The Critical Media Review sat down with French Canadian buff boffin Dr Julien Mercille, of UCD, whose book on the media’s role and collusion in the boom and bust was published last week to much acclaim and some fury.
Julien, Why does the media fail us so?
Julien Mercille: “The media serves the interests of its owners and the corporate class of which they are part. They serve an ideological function in presenting government policy and interests in a positive light. All along the economic crisis, the media consistently endorsed and supported virtually all government policies (the major ones, at least), confining debate to details and losing sight of the big picture.”
Critical Media Review: “Do you think the severe concentration of media ownership in Ireland plays a role in this?”

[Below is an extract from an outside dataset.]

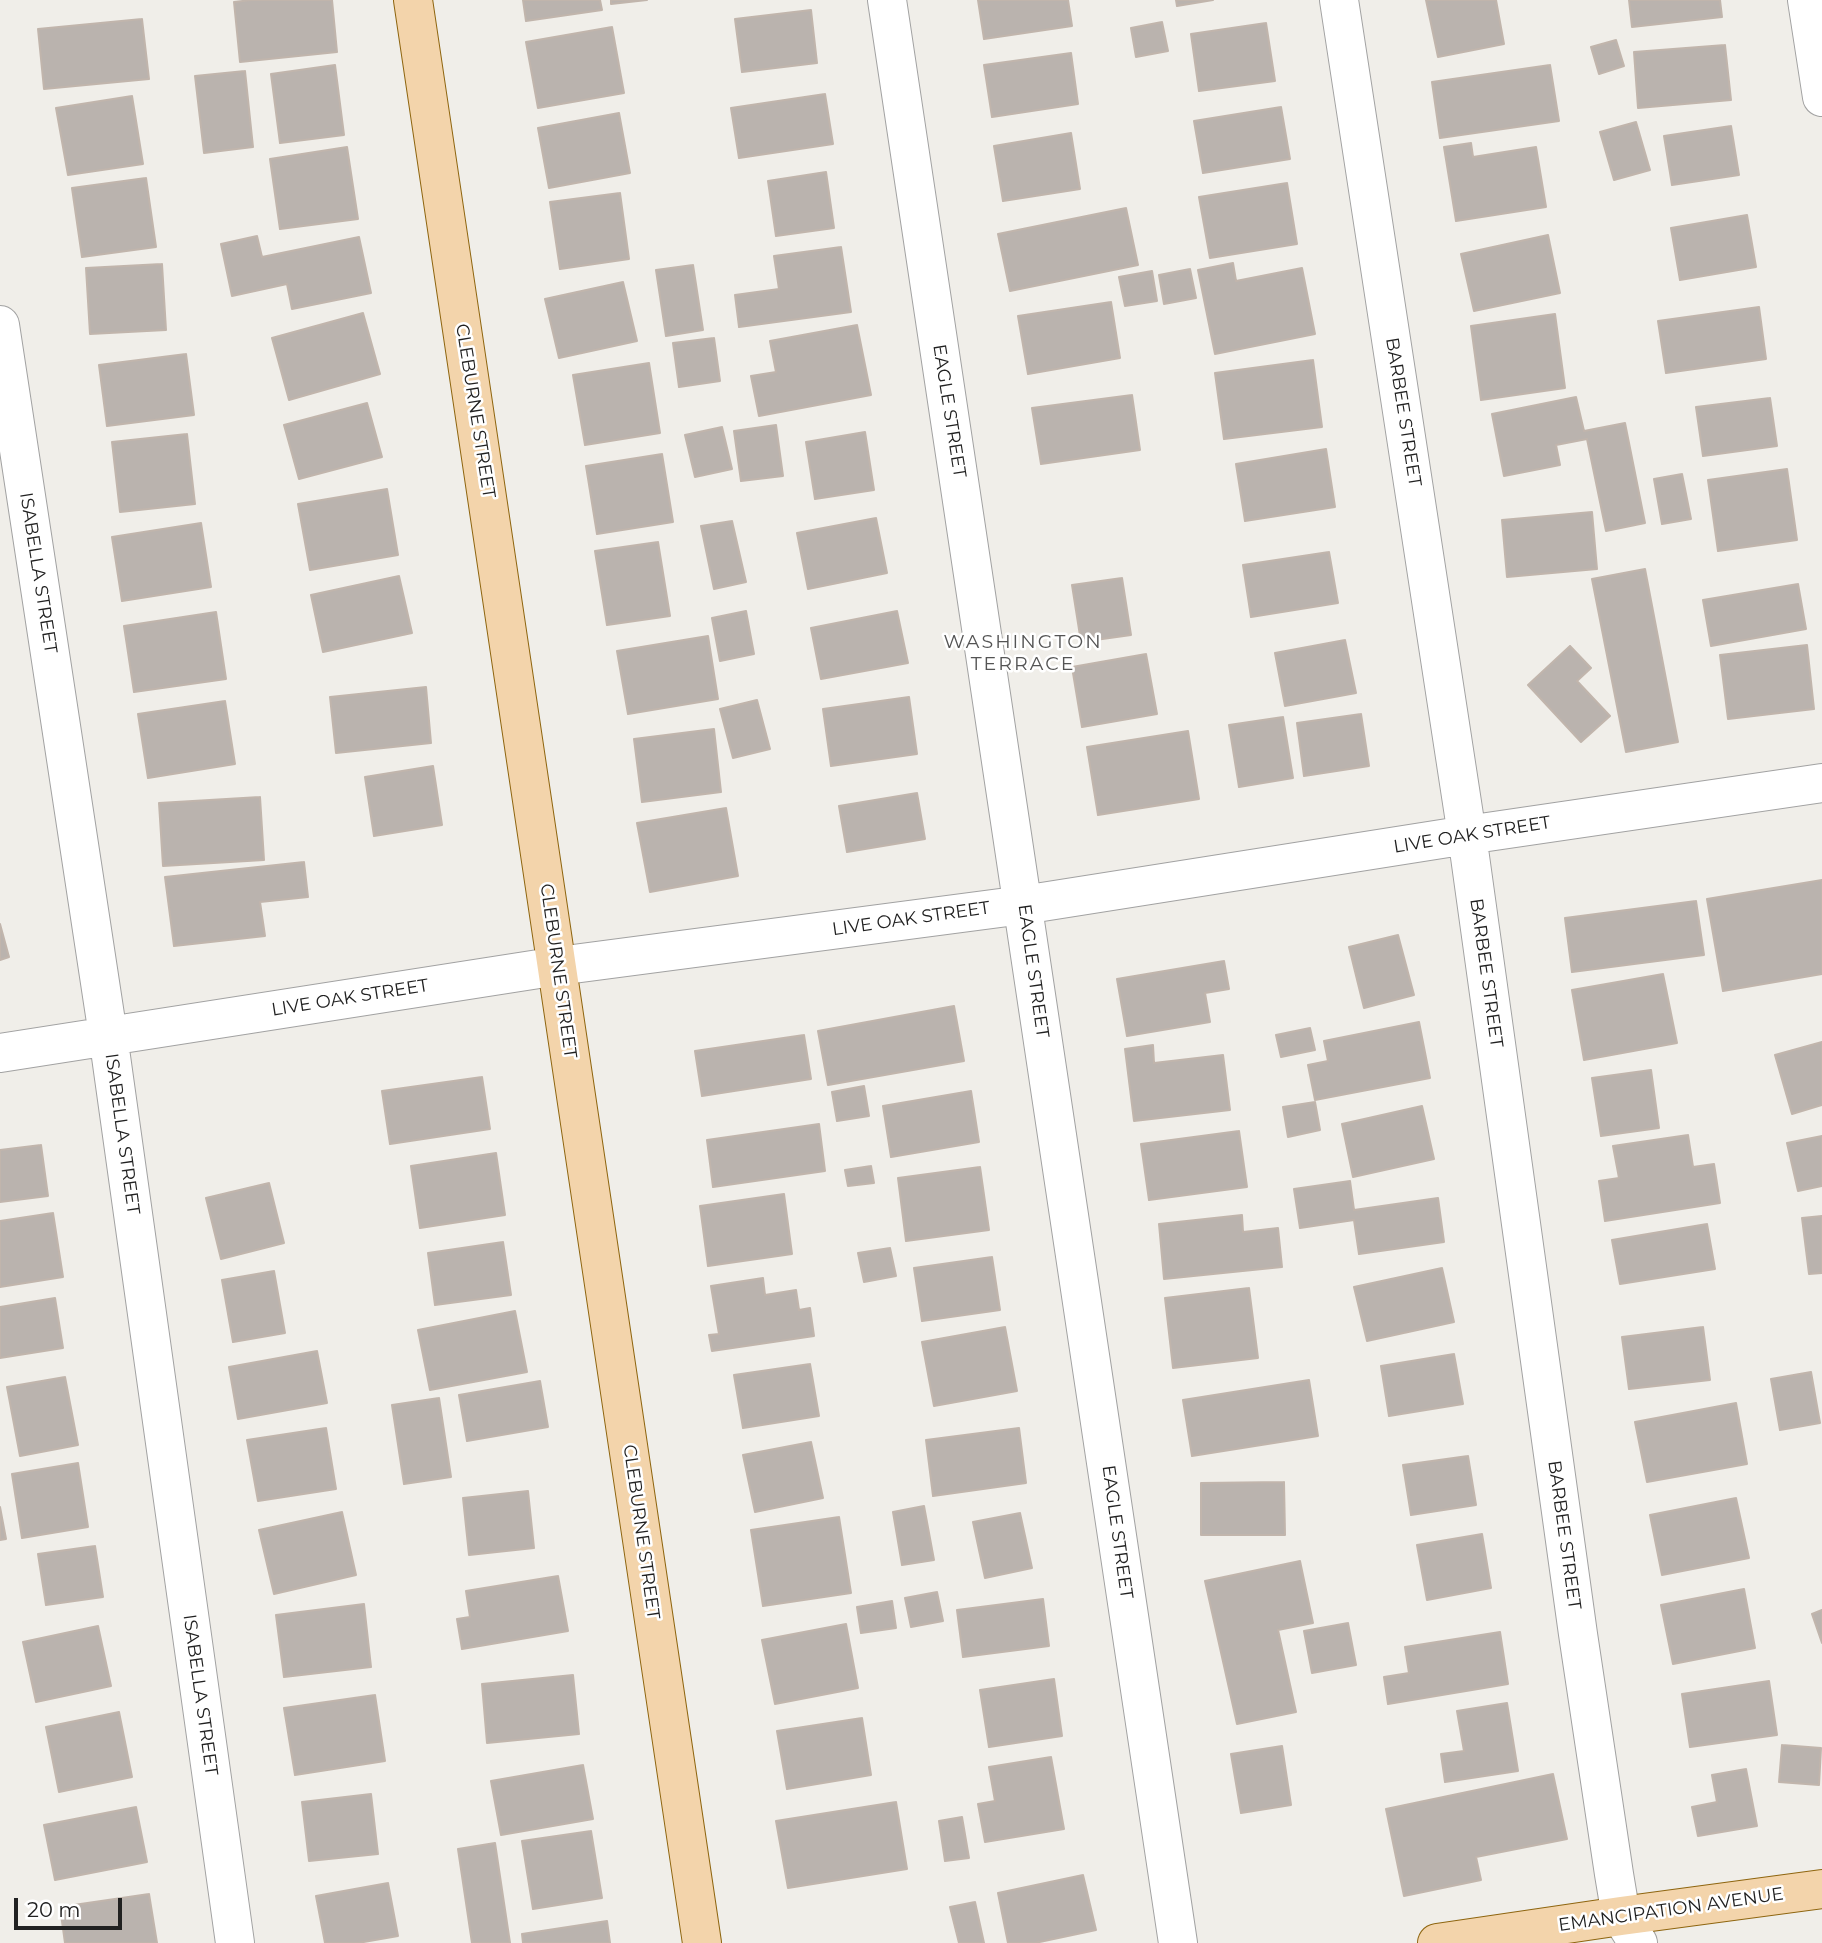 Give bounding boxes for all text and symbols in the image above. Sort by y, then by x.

Mercille: “Yes, to some extent. A lot of the media is owned by Independent News and Media, for example. But an issue that’s probably more important to me is the nature of media entities. As of now, they’re all corporate or state-owned with significant commercial interests (RTE), so even if you had more of those, it would be better, but not that much. What’s missing is a diverse media in the sense of more alternative, strong media outlets. That would provide significantly more diverse coverage, alternative viewpoints, etc.”
CMR: What about RTÉ, has the public media been any better at covering the crisis?
Mercille: “No, it’s the same thing. It’s owned by the government, so it’s no surprise that it reflects government views. For example, during the housing bubble years, RTÉ’s Prime Time show, the leading current affairs programme, ran about 700 shows. Only 1% of its shows addressed the housing bubble, let alone criticising it.”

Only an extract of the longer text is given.